Lexus claims the LF-NX concept previews both a future compact crossover model, as well as a future evolution of the L-Finesse design theme. Press materials describe the concept's exterior as "distinctive" and "sculpted." The latter certainly rings true, as the LF-NX's sheetmetal boasts more geometric planes than a crumpled ball of paper. It's as if someone adapted Frank Gehry's Walt Disney Concert Hall into a vehicle, down to the brushed silver finish.
Lexus' release suggests the LF-NX uses a "strong" interpretation of the spindle grille, which apparently equates to it stretching from hood to front skidplate. Two large, vertical air intakes flank the grille, and give way to the bugling front fenders. A triad of slim, LED headlamp elements are placed beneath thin eyebrows, while Lexus' signature L-shaped LED running lamps are mounted separately from the headlamp assemblies, much like the most recent IS sedan.
The LF-NX's tail makes its nose look conservative. An inverted triangular light catcher placed just above the rocker sills bumps into the crossover's flared rear fenders, which end abruptly just before the bumper. Lexus' press materials praise this "sharp, vertical cut line," which helps form arrow-shaped surfaces that wrap up and into the rear hatch, echoing the long, slender tail lamps. Arguably, the cleanest surfaces on the LF-NX are the door panels, which do without conventional door handles or ornamentation, and are interrupted only by a downward kink placed just aft of the front fenders.
The design isn't any less wild inside the LF-NX. Designers claim this cockpit is a "Human Oriented" design, but the combination of orange and black leather trim, along with two giant, bright blue LCD touchscreens placed in the metallic center stack, seems a bit distracting.
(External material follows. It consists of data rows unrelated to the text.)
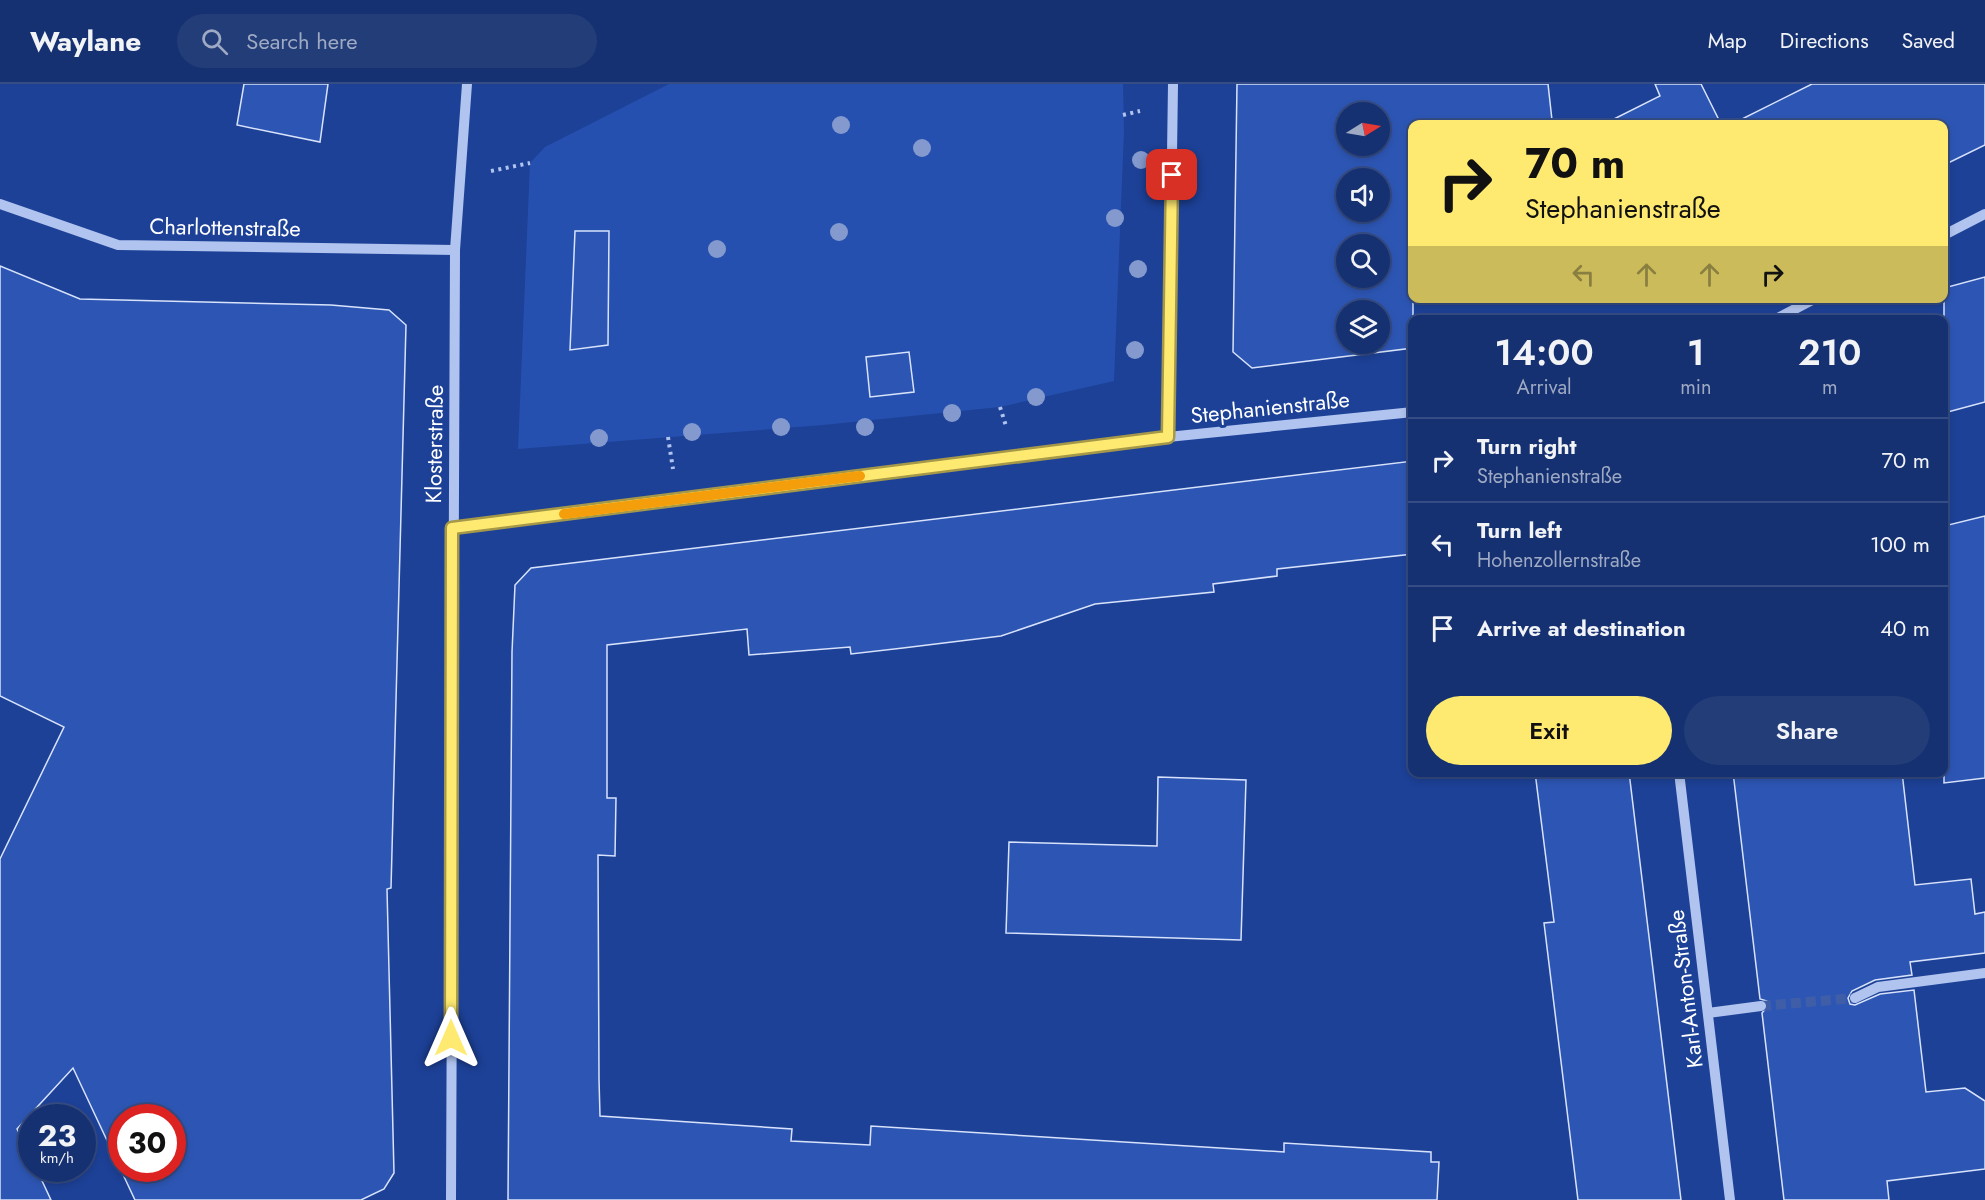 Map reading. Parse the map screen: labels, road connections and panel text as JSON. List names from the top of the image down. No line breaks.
{"streets":{"street":["Charlottenstraße","Stephanienstraße","Klosterstraße","Karl-Anton-Straße"]},"crossings":[["Charlottenstraße","Klosterstraße"],["Stephanienstraße","Klosterstraße"]],"north":"right","page":{"header":"Waylane","search":"Search here","nav":["Map","Directions","Saved"],"turn":["70 m","Stephanienstraße"],"eta":["14:00","Arrival","1","min","210","m"],"list":[{"name":"Turn right","note":"Stephanienstraße","value":"70 m"},{"name":"Turn left","note":"Hohenzollernstraße","value":"100 m"},{"name":"Arrive at destination","value":"40 m"}],"buttons":["Exit","Share"],"speed":"23 km/h","limit":"30"}} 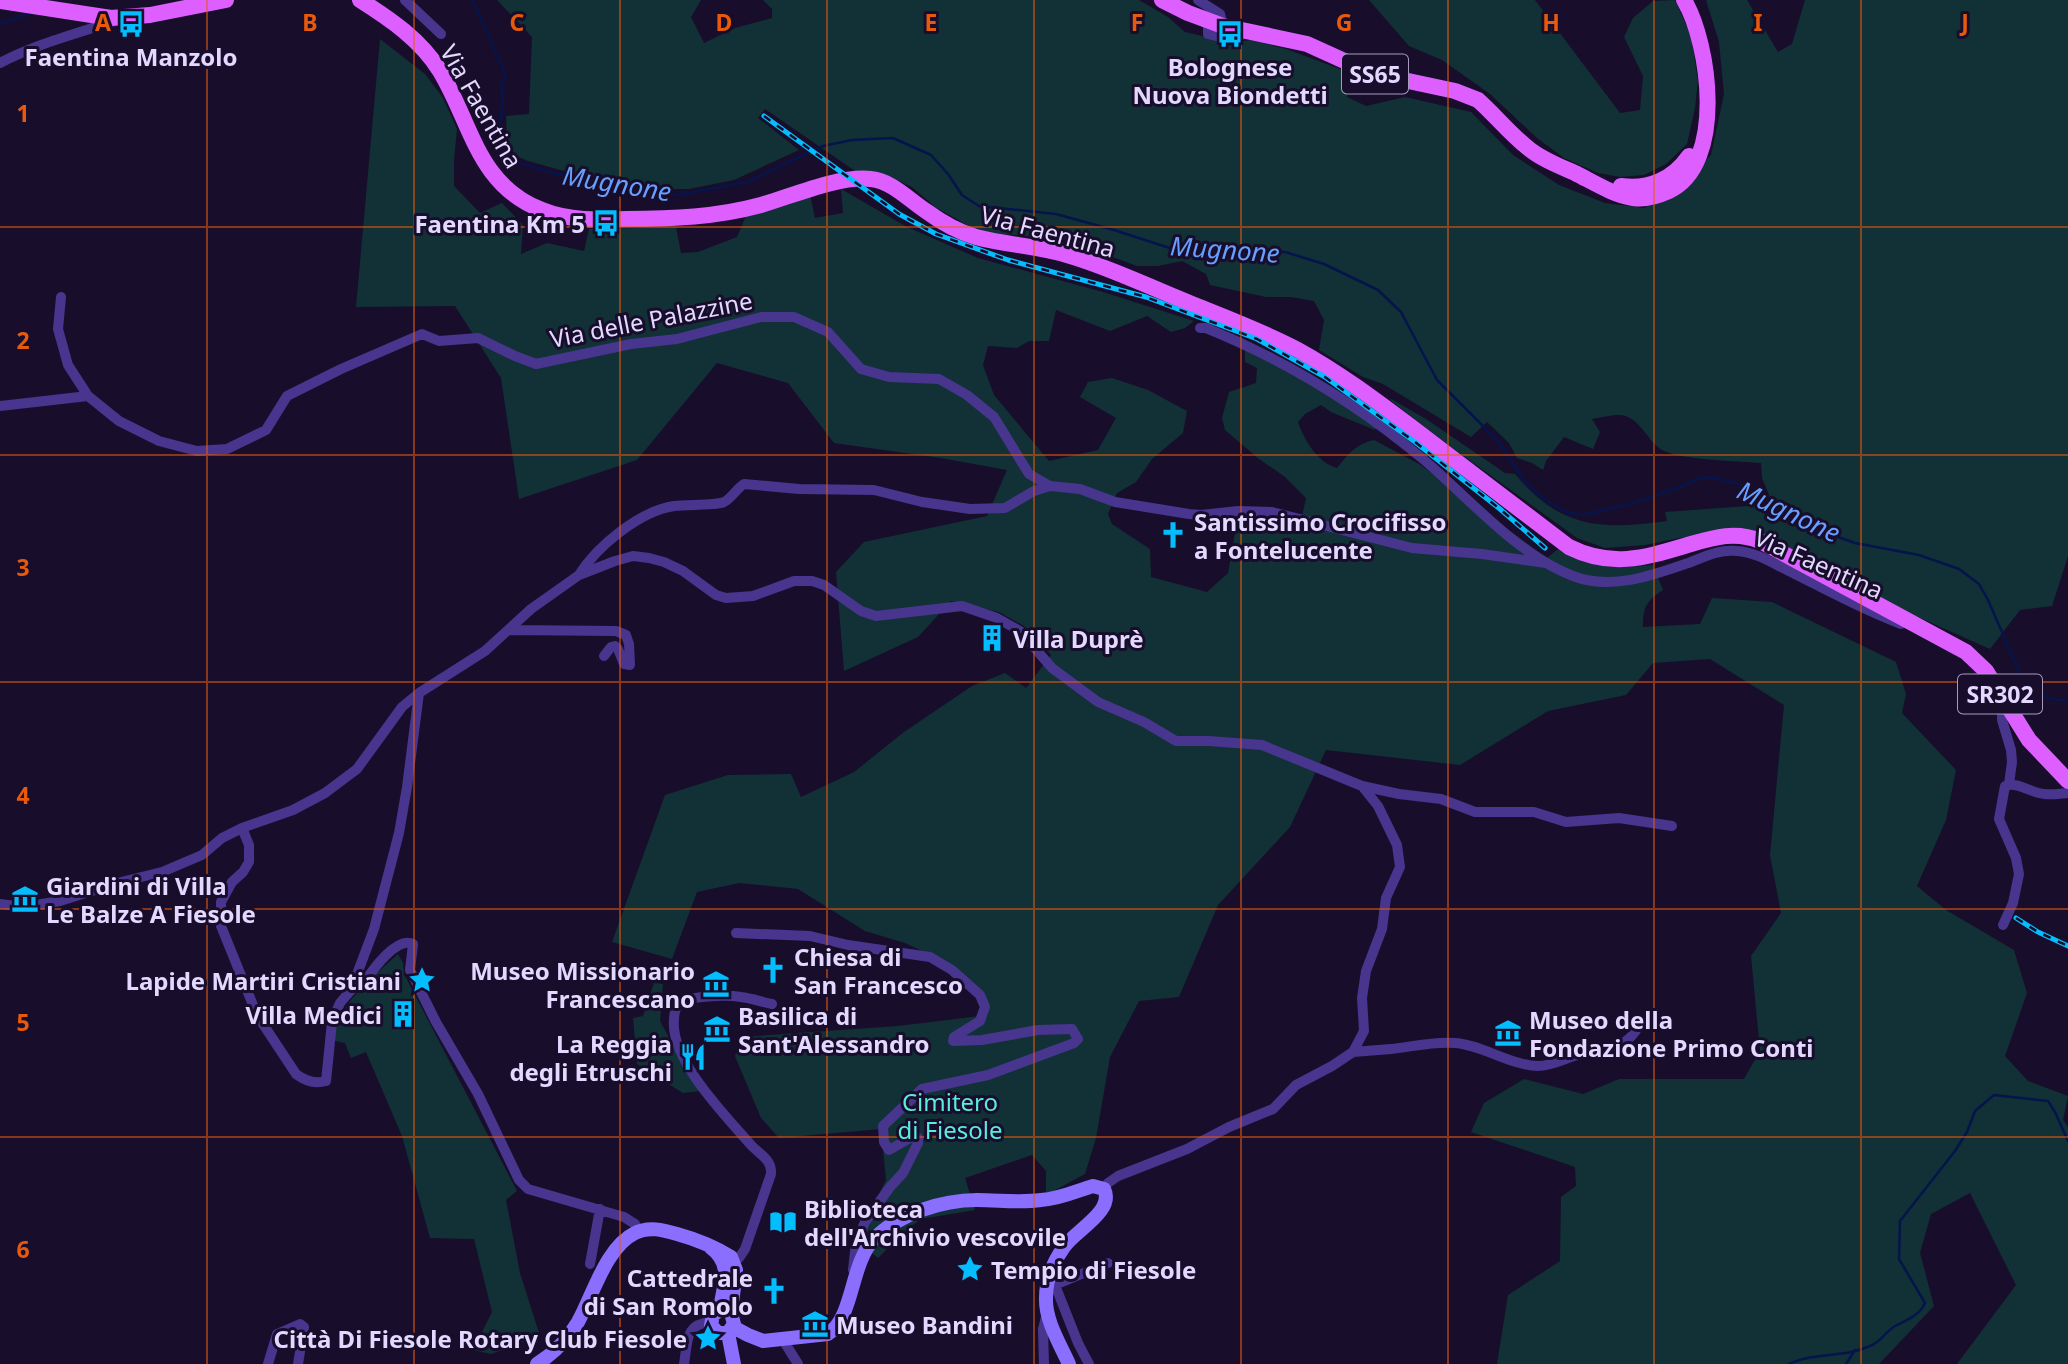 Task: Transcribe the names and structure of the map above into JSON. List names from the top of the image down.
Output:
{
  "streets": {
    "main road": ["SS65", "Via Faentina", "SR302"],
    "street": ["Via delle Palazzine"]
  },
  "water": ["Mugnone"],
  "parks": ["Cimitero di Fiesole"],
  "places": {
    "bus stop": ["Faentina Manzolo", "Bolognese Nuova Biondetti", "Faentina Km 5"],
    "church": ["Santissimo Crocifisso a Fontelucente", "Chiesa di San Francesco", "Cattedrale di San Romolo"],
    "building": ["Villa Duprè", "Villa Medici"],
    "museum": [
      "Giardini di Villa Le Balze A Fiesole",
      "Museo Missionario Francescano",
      "Basilica di Sant'Alessandro",
      "Museo della Fondazione Primo Conti",
      "Museo Bandini"
    ],
    "place": ["Lapide Martiri Cristiani", "Tempio di Fiesole", "Città Di Fiesole Rotary Club Fiesole"],
    "restaurant": ["La Reggia degli Etruschi"],
    "library": ["Biblioteca dell'Archivio vescovile"]
  },
  "grid": {
    "columns": [
      "A",
      "B",
      "C",
      "D",
      "E",
      "F",
      "G",
      "H",
      "I",
      "J"
    ],
    "rows": [
      "1",
      "2",
      "3",
      "4",
      "5",
      "6"
    ]
  }
} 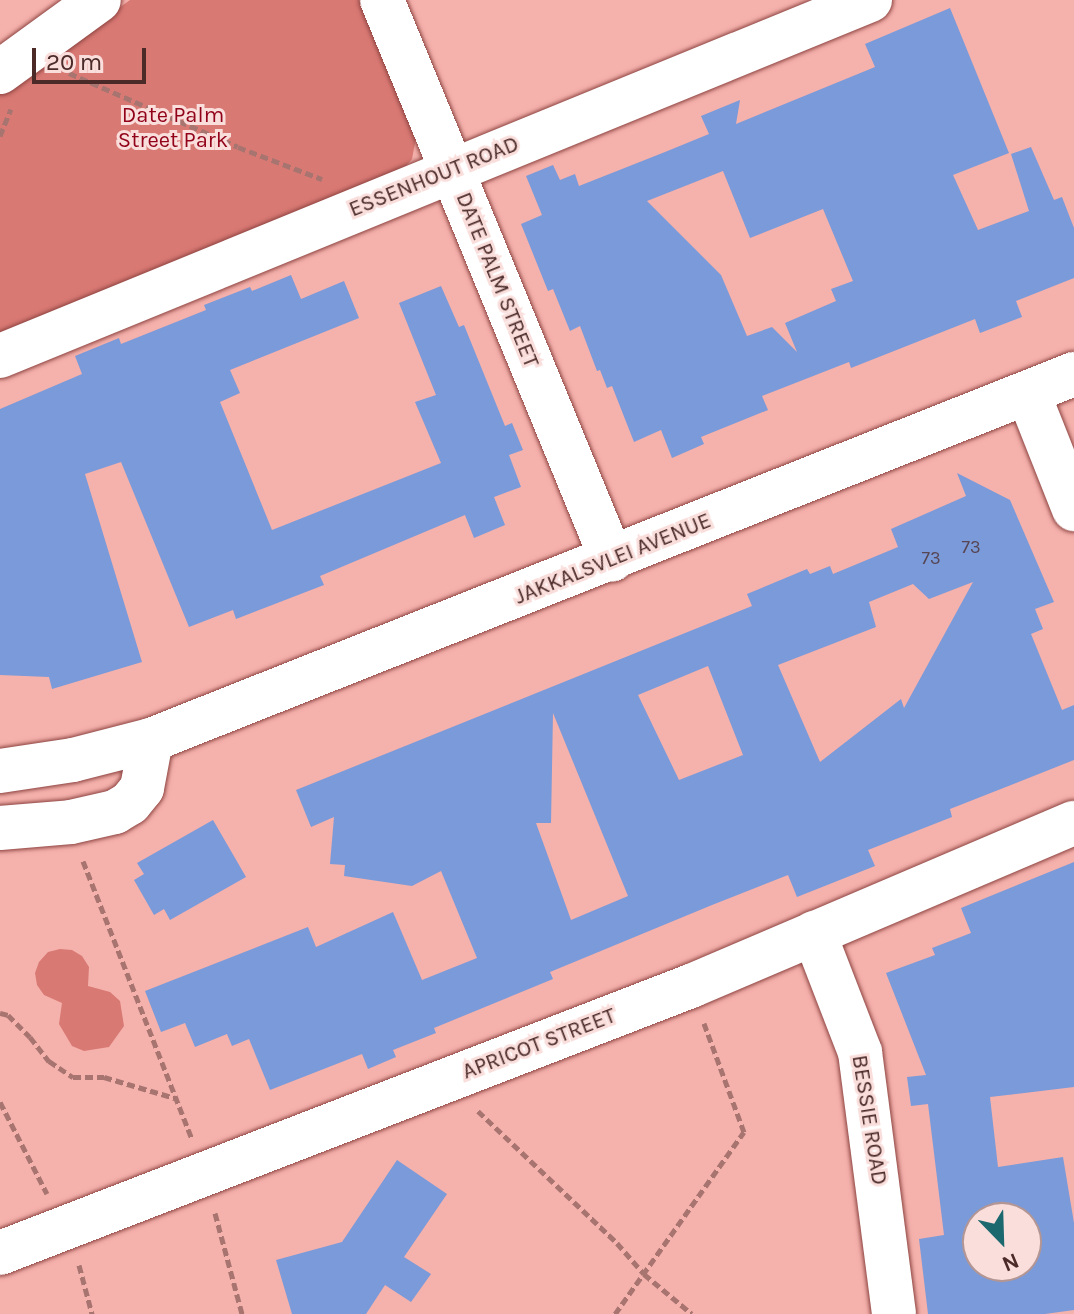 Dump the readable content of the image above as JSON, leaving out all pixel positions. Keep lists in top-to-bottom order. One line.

Lexus also eliminated most physical switchgear, opting instead to use blue touch-sensitive pads for the infotainment interface and power window switches, amongst other functions.
Mechanical details are unavailable at this time, but Lexus claims the concept uses a new variant of its familiar hybrid drive system. We've heard whispers that a production version of this vehicle will use a 2.5-liter four-cylinder engine and a hybrid drivetrain. The same vehicle will likely share its underpinnings with the Toyota RAV4, and go on sale -- at least in Europe -- by 2016.
That Lexus' portfolio could use a sub-RX crossover to compete against vehicles like the BMW X1, Audi Q3, and the new Mercedes-Benz GLA is a given, but need it look as wild as the LF-NX? Time will tell if the concept's disjointed creases, planes, and bulges are carried into the production vehicle.